I wonder just how "fine" I turned out. I was a bright child. My report cards reflect that. Not the grades, but the comments. ".... is a smart girl. But she doesn't apply herself." Yeah, I was smart. And bored. Very bored. I never felt particularly motivated to do better than I had to in order to get by. I was happier to spend time with my friends. And as I got older it only got worse. By high school I was all about my peers and the music I listened to. My parents lost virtually all influence over me and knew nothing more than my report cards showed them. I was passing my classes. Not excelling. Not even working at my full potential.
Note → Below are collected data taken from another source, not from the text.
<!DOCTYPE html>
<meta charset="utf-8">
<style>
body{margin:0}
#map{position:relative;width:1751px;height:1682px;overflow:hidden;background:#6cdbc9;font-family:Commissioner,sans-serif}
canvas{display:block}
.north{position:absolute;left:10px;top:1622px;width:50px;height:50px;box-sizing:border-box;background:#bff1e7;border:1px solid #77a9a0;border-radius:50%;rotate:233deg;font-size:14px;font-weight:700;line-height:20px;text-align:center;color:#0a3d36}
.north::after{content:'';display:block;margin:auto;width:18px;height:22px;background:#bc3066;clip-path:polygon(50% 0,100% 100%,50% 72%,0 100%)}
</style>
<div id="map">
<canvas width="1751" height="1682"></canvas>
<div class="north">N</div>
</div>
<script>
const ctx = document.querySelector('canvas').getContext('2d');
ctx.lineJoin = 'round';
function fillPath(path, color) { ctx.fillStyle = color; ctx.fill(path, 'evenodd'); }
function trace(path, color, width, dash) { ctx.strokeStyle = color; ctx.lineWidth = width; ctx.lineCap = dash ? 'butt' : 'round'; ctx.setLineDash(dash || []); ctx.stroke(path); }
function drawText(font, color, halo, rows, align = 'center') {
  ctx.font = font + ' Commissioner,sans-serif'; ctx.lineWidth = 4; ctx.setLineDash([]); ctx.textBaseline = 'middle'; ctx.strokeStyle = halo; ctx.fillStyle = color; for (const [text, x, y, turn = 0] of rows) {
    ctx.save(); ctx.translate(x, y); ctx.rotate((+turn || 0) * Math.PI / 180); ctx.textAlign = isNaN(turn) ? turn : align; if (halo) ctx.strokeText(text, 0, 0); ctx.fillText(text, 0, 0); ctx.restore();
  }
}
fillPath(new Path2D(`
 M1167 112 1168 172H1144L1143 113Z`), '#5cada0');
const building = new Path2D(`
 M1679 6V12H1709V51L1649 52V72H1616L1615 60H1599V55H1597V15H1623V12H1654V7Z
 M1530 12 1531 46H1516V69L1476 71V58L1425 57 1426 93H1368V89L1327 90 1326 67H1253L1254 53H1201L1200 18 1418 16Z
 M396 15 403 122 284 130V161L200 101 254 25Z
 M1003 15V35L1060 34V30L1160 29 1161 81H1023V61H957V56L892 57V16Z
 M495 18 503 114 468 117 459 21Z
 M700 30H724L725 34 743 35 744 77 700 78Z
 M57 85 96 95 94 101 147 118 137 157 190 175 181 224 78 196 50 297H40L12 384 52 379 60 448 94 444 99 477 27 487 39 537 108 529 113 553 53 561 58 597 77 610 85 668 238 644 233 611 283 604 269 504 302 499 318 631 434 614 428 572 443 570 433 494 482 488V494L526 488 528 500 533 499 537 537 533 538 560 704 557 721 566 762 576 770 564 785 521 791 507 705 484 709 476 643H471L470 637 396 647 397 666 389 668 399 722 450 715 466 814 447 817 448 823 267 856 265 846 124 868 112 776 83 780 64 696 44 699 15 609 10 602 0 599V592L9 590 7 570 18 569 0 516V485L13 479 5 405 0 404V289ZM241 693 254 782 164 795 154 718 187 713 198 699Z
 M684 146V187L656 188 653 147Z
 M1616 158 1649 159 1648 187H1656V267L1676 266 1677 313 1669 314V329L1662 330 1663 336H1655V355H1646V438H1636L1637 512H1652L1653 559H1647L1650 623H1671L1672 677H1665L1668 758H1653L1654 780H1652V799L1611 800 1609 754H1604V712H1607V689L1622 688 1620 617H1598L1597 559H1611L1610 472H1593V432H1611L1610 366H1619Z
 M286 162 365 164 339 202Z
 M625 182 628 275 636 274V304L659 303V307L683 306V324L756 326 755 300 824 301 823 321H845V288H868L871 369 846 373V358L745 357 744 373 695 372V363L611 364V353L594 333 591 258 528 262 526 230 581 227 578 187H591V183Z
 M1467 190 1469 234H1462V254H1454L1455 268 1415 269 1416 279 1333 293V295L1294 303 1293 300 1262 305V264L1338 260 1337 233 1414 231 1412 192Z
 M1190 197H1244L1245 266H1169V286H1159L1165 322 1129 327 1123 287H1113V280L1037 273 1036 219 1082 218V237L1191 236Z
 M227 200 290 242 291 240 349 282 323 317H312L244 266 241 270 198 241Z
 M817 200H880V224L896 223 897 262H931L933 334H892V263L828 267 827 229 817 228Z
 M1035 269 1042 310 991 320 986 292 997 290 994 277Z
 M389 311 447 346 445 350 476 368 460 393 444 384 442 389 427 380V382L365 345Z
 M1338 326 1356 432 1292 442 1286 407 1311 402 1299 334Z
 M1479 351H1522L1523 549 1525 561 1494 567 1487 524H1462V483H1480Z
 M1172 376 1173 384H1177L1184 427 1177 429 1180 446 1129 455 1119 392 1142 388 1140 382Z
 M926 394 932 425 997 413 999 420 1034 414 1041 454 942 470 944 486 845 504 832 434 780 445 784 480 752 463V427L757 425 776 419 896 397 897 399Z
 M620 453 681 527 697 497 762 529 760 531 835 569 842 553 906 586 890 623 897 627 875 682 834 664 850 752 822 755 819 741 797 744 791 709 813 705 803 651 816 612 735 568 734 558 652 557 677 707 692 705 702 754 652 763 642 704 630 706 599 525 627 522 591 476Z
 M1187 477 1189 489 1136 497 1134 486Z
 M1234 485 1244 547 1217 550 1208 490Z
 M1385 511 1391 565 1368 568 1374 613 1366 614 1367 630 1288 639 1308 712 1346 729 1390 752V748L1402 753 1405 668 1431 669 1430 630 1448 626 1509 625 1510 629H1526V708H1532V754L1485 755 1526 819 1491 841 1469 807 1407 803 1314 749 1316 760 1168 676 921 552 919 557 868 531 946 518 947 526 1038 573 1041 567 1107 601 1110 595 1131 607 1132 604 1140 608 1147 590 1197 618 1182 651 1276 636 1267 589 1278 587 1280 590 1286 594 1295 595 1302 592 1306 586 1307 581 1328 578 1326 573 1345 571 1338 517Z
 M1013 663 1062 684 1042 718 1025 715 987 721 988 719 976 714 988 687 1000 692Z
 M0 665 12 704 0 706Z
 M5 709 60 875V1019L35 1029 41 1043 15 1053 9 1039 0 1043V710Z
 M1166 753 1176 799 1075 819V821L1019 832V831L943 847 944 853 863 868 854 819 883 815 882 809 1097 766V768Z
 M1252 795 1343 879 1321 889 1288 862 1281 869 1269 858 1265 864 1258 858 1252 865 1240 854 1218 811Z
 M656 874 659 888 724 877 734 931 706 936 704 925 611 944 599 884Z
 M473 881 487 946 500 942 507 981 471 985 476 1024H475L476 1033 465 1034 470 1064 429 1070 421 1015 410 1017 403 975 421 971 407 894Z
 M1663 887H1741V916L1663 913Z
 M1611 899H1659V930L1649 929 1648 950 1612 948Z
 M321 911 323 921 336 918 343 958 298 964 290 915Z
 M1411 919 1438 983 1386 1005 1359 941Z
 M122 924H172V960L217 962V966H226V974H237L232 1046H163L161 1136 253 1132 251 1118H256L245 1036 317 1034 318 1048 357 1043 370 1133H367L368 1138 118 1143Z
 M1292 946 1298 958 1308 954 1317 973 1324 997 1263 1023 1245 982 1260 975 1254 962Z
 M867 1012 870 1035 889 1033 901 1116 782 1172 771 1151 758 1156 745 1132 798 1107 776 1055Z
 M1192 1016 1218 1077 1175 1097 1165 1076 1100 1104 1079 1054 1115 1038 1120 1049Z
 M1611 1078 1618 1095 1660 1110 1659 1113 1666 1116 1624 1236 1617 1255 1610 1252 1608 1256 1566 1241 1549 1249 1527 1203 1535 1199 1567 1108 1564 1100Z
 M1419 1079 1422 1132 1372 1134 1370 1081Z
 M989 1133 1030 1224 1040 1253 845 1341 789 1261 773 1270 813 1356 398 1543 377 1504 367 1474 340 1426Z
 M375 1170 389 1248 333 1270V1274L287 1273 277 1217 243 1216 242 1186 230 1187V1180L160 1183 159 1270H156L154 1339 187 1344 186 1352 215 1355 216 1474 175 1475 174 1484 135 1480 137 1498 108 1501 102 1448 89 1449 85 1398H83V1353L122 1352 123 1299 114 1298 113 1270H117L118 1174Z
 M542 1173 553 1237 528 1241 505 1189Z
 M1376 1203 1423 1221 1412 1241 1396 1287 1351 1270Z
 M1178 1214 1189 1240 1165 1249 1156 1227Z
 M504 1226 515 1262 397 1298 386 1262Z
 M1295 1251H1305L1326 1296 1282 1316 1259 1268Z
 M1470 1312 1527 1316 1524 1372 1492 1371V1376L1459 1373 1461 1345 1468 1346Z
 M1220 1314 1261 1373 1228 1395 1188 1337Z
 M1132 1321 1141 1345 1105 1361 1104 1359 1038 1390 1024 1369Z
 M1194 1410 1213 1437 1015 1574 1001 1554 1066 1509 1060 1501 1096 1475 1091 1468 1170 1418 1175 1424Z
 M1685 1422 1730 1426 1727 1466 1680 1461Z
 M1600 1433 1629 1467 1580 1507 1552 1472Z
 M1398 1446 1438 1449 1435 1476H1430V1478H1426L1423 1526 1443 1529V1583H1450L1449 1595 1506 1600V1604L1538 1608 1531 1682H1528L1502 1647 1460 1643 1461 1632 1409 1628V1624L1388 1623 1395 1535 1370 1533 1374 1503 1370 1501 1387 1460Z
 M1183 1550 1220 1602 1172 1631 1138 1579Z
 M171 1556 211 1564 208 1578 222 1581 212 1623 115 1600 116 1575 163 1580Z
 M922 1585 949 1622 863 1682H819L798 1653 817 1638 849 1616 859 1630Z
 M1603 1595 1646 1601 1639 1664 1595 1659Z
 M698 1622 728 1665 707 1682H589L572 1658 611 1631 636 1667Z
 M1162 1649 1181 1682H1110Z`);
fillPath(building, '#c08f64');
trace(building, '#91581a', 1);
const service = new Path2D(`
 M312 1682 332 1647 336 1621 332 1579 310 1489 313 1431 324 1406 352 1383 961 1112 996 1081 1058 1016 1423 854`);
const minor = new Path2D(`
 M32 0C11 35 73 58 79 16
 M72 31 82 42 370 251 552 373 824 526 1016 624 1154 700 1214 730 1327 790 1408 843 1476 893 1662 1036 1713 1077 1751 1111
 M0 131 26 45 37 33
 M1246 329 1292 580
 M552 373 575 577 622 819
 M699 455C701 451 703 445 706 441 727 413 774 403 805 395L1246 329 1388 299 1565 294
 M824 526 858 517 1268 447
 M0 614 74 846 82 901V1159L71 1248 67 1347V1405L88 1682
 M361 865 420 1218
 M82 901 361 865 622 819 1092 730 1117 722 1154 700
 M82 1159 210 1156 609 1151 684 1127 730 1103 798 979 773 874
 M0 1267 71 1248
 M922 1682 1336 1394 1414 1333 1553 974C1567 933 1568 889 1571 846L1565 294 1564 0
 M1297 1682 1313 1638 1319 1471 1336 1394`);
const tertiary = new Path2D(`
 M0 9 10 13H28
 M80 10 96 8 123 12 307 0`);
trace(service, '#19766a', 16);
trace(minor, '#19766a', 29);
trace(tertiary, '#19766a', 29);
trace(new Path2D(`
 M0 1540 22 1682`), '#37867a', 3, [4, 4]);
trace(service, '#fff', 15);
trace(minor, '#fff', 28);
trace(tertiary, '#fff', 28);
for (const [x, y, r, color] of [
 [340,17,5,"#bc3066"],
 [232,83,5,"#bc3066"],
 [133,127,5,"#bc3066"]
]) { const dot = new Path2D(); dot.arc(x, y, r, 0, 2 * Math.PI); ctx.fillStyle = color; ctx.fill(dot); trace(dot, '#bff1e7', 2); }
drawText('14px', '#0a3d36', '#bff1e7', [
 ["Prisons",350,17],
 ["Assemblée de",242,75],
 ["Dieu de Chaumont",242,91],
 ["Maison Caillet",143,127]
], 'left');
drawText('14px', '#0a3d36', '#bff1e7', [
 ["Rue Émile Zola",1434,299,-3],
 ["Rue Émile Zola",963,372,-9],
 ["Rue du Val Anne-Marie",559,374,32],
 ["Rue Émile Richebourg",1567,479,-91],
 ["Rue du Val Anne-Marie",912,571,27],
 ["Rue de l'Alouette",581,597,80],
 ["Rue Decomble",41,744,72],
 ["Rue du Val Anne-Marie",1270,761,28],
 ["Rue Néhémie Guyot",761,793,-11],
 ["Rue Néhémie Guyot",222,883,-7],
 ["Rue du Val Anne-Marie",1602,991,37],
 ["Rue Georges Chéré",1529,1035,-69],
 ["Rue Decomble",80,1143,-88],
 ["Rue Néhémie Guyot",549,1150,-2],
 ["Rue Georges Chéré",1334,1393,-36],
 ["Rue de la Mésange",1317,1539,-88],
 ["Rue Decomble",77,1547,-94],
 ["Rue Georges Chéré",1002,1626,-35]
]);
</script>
But passing was the goal, right?
So I spent my teen years separating from family and bonding with friends. Music had just as much influence in my life. Spending that many hours a day away from home afforded me a lot of time to cultivate the interests and relationships that shaped much of who I identified myself as in those days.
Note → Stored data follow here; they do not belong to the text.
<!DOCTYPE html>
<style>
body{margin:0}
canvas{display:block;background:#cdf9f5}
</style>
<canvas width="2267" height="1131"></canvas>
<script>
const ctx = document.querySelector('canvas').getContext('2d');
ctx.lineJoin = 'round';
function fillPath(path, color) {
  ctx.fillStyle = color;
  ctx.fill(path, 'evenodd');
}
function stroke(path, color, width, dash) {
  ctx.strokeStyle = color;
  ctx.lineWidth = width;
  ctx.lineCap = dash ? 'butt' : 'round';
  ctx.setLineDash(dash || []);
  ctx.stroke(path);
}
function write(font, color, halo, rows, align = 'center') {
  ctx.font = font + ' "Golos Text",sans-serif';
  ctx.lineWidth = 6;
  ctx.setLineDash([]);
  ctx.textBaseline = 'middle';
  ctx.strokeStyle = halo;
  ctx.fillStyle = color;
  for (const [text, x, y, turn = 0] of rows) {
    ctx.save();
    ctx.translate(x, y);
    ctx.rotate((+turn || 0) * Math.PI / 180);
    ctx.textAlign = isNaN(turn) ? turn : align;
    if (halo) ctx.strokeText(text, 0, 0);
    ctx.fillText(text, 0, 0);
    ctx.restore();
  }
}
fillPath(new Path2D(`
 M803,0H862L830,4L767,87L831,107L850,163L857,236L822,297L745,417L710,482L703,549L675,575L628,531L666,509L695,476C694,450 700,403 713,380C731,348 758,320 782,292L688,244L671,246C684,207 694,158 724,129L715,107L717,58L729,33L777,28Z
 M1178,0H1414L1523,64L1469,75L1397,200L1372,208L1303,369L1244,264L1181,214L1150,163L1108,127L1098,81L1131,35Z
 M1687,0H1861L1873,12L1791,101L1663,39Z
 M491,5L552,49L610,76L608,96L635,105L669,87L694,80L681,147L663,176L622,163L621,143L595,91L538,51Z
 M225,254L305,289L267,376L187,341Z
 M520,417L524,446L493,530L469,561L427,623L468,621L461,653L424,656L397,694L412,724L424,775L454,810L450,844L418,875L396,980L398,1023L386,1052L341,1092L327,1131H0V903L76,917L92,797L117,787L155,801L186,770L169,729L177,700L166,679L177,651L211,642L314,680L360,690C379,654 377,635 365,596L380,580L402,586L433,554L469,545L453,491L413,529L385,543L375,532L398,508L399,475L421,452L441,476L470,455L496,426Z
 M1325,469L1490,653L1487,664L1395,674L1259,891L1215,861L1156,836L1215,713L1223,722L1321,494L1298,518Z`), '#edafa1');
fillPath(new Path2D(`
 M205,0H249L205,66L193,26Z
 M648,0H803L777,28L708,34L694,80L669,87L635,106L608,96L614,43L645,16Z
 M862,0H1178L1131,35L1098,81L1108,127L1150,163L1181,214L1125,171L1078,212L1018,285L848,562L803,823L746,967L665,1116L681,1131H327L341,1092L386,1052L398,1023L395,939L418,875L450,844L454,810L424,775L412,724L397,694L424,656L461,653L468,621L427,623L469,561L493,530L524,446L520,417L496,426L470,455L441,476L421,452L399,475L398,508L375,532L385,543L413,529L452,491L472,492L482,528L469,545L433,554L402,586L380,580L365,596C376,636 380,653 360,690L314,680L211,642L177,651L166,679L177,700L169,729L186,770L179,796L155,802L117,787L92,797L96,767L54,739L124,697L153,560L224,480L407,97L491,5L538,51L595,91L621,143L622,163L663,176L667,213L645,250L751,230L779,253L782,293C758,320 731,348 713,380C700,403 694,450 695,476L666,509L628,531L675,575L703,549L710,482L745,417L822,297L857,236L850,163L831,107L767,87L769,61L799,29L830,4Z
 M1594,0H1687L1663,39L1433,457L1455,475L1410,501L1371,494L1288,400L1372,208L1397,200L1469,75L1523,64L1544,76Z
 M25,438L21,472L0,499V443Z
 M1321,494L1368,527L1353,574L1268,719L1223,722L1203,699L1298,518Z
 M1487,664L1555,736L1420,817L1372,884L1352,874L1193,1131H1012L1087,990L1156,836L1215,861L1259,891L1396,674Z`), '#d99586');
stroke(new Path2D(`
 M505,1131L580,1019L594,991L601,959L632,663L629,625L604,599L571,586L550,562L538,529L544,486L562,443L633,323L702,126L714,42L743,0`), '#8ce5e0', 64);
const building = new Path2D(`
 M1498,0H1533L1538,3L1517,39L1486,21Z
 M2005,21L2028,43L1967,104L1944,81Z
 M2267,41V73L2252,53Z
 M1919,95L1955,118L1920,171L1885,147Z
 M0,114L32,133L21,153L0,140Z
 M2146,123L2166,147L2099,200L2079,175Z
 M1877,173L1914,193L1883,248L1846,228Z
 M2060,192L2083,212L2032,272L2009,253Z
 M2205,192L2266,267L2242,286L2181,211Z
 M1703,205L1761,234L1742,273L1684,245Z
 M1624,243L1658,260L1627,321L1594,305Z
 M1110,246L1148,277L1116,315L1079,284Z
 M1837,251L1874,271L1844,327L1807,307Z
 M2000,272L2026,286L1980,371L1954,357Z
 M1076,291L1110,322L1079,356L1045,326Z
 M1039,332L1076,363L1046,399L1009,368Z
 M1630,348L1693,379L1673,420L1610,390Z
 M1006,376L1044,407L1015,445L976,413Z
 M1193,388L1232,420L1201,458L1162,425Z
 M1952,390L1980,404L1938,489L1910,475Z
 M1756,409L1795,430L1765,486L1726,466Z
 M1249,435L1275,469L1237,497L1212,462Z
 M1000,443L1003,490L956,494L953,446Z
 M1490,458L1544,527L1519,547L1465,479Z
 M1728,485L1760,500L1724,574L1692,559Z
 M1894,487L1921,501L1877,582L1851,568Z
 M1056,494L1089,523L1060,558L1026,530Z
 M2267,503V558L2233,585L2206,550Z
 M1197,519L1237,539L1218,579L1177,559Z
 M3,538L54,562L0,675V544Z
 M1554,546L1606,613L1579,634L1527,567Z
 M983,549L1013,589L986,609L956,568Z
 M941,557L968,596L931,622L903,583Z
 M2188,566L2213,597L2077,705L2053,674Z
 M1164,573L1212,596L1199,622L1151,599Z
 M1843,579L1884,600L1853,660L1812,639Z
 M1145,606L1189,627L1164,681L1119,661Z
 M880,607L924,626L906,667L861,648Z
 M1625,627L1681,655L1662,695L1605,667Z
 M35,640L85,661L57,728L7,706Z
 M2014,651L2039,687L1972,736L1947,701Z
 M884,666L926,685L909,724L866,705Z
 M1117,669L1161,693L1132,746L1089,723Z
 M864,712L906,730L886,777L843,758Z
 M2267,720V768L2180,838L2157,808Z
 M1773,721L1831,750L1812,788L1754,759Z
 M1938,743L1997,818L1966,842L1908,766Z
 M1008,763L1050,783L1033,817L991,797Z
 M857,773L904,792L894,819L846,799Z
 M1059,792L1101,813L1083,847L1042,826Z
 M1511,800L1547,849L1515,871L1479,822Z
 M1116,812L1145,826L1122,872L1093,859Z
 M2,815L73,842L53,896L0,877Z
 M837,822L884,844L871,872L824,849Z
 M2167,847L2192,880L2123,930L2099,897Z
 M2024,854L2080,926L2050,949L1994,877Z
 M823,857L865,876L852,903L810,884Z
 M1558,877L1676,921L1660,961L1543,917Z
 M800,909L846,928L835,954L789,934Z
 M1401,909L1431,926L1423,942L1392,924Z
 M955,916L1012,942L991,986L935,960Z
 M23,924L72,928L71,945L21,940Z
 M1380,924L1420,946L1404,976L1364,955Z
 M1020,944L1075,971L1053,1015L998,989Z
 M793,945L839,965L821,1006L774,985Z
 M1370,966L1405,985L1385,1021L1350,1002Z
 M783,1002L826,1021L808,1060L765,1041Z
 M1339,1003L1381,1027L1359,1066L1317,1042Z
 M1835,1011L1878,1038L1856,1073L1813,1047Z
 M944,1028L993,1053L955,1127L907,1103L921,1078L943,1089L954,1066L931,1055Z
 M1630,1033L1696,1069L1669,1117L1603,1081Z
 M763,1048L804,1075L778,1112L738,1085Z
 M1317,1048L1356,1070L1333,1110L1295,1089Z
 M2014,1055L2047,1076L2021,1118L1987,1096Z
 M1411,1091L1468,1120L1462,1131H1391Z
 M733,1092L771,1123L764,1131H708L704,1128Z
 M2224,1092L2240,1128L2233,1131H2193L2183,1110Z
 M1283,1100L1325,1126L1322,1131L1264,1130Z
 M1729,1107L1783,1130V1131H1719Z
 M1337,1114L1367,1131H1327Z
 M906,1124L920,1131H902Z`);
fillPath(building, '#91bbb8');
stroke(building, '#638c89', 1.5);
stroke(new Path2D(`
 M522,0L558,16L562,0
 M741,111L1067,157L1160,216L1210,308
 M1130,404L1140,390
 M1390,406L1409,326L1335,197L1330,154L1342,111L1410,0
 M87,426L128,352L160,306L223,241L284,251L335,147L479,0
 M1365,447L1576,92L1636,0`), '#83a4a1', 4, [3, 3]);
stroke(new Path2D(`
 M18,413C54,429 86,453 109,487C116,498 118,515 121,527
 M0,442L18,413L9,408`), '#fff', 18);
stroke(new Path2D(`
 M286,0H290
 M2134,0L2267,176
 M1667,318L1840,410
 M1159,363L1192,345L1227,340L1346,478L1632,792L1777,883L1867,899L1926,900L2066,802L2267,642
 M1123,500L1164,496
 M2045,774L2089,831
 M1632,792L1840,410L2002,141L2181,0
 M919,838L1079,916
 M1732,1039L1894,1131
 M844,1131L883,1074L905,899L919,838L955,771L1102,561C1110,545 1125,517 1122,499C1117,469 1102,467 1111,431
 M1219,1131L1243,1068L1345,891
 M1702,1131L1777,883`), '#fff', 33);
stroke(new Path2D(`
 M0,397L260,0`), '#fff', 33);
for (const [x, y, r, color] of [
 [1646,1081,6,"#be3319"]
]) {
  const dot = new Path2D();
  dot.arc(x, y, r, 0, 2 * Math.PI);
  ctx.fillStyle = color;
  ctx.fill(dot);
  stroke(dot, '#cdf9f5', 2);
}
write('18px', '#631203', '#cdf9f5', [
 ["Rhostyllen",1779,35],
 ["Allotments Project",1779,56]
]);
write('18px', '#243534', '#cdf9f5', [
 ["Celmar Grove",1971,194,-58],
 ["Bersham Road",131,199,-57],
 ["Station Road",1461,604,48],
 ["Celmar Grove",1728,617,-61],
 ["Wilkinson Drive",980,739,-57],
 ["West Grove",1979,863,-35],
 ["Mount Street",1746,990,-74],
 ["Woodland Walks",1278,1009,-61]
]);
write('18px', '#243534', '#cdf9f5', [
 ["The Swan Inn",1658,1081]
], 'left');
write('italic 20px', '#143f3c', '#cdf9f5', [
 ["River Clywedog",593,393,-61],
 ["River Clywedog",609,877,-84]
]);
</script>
Do I blame the school system entirely? Of course not. How can I? It served it's function. Push as many through as possible with the goal of mediocrity. "Pass" was the point. Anything above that was gravy. Excellence was something for the individual to strive for, but was not really facilitated by the system. Teachers had a class full of students they had to ensure were at least average. They couldn't take much time to make sure those who were already past average were being challenged.
So what brought this on? Especially when the tone of this blog has a decidedly foodie flair? I was looking at my (home schooled) 5 year old son's math work today. He did a page of problems that were like this... 85 = ___+____ At first glance it looked like he didn't get it. Until I looked closer. His answer? 85 = -5 + 90. Correct!
He won't be 6 until nearer to the end of the year, and he's taught himself negative numbers and is using them in every day math. Why? Because it was part of a program that I taught him? No. Because it is what he should be learning at this age? Certainly not according to the public school system. He did it because he wanted to learn it. Much of what he knows he's learned himself, following his interests (which lie largely in math and science).
I could say that I can't imagine how bored he'd be in school, but I can imagine it. I was just as bored. But I didn't have anyone encouraging me to learn at my own pace and explore my interests. Instead I was taught to do what everyone else was doing. Sit quietly. Do only the work you're given. Finished it quickly? Sit quietly some more. Do not go ahead in your workbook. Don't listen to the lessons for the next grade (our school had split grade classes). Fit the mold. Excel on your own time.
I'm not anti-public school. I just don't want it for my children. I don't want them to turn out "fine." I want them to turn out amazingly excellent!